(Collected data entries)
______________________________

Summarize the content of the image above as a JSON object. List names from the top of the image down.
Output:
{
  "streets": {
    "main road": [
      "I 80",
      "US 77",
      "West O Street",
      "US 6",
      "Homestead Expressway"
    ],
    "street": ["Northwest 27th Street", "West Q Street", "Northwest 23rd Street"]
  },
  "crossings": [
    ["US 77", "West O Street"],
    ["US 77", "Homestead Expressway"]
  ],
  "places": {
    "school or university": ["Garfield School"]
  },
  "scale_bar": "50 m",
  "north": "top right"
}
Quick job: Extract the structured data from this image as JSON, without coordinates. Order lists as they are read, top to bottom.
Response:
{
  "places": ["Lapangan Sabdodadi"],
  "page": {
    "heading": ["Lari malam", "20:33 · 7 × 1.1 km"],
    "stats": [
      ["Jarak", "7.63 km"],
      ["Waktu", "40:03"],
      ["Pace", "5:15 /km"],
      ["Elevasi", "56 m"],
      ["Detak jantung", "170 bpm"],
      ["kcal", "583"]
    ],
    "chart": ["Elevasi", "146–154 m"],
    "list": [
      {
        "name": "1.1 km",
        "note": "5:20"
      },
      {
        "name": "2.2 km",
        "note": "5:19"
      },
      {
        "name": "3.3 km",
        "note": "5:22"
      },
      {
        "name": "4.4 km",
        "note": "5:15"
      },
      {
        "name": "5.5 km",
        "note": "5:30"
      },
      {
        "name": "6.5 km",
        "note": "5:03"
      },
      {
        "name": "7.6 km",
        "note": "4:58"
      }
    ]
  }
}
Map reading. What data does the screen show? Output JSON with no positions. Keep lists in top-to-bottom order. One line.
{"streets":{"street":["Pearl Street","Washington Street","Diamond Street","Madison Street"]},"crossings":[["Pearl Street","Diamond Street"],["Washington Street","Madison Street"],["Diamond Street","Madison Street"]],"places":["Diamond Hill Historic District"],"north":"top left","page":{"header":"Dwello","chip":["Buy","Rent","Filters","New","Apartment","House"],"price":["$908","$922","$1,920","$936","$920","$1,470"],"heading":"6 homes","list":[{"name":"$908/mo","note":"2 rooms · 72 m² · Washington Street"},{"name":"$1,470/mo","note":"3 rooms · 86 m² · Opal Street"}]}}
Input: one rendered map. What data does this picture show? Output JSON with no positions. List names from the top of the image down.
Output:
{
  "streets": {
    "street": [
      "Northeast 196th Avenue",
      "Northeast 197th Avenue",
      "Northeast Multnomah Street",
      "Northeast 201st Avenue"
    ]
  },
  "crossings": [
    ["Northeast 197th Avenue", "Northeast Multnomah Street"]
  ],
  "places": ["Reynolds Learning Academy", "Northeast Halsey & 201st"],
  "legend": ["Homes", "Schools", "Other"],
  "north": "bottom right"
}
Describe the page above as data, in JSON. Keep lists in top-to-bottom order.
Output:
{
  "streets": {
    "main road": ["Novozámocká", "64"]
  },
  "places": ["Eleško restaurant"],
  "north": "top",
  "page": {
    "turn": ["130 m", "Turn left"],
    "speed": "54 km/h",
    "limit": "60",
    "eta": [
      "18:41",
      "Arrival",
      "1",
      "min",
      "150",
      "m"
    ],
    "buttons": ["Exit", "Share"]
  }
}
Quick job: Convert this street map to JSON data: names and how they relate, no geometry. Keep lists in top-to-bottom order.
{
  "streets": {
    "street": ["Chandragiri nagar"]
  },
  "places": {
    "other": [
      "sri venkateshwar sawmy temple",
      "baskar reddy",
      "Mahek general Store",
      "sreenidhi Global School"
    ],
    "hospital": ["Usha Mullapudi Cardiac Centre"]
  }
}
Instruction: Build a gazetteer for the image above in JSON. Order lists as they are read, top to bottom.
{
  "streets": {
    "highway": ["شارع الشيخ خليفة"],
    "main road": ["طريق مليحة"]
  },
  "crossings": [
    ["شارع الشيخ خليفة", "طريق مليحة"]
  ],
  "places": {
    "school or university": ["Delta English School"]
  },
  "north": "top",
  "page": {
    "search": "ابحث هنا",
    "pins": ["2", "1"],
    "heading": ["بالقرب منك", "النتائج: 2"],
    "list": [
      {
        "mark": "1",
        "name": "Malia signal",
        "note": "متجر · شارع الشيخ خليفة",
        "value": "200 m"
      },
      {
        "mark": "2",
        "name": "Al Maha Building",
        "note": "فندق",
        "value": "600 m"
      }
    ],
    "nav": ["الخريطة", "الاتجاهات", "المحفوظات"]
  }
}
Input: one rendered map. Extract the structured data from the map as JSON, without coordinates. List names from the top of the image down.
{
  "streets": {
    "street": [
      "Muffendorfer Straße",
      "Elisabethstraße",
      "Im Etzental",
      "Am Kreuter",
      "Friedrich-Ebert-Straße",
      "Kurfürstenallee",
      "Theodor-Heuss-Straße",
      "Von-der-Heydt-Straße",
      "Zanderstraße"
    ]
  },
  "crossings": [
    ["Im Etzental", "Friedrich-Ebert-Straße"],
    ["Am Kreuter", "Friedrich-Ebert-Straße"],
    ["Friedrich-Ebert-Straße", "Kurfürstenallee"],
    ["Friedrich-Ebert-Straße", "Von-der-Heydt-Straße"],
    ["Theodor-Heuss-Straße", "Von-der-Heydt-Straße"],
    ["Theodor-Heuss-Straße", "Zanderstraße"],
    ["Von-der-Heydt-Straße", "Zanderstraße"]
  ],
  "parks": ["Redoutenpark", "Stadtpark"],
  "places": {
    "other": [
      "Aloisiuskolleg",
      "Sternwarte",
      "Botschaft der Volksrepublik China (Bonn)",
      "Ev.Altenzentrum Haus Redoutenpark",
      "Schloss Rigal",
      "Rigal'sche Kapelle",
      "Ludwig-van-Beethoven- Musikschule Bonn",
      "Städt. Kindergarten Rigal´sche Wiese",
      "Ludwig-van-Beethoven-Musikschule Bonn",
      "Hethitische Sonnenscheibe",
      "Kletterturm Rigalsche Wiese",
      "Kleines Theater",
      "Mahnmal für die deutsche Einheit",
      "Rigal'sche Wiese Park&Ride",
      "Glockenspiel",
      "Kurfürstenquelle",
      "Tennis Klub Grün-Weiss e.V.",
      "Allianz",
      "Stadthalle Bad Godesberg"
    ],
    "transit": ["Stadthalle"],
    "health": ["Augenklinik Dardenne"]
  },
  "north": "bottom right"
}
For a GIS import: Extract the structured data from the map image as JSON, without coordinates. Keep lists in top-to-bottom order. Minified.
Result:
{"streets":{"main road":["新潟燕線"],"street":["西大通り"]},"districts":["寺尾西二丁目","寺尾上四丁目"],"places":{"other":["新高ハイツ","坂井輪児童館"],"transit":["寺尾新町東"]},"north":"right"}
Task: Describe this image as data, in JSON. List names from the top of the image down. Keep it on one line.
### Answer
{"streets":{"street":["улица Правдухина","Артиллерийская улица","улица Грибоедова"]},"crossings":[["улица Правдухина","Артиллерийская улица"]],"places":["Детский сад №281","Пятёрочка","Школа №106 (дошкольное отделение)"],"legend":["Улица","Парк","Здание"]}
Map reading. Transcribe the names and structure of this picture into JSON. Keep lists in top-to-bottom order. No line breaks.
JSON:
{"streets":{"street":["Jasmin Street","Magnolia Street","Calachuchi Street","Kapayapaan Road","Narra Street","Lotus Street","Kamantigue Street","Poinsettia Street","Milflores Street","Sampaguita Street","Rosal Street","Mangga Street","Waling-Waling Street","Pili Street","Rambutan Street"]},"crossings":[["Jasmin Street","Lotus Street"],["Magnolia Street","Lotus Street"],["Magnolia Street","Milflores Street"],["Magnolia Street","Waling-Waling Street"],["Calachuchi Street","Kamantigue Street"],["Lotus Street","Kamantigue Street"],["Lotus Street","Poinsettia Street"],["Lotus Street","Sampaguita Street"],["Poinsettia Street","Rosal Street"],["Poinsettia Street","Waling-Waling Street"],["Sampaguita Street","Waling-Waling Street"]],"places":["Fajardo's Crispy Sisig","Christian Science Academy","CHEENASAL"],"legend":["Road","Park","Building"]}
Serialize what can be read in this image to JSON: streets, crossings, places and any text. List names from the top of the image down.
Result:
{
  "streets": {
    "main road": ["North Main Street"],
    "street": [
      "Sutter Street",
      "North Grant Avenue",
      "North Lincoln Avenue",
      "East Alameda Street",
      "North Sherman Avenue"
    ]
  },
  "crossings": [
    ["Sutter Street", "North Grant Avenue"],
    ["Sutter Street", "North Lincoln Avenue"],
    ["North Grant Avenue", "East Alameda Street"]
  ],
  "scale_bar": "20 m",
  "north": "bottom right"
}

______________________________

• DIRECTIONS FOR THIS TASK
Wherever the word "Describe" appears in the entries above, copy that line.

• EXERCISE RESPONSE
Describe the page above as data, in JSON. Keep lists in top-to-bottom order.
Task: Describe this image as data, in JSON. List names from the top of the image down. Keep it on one line.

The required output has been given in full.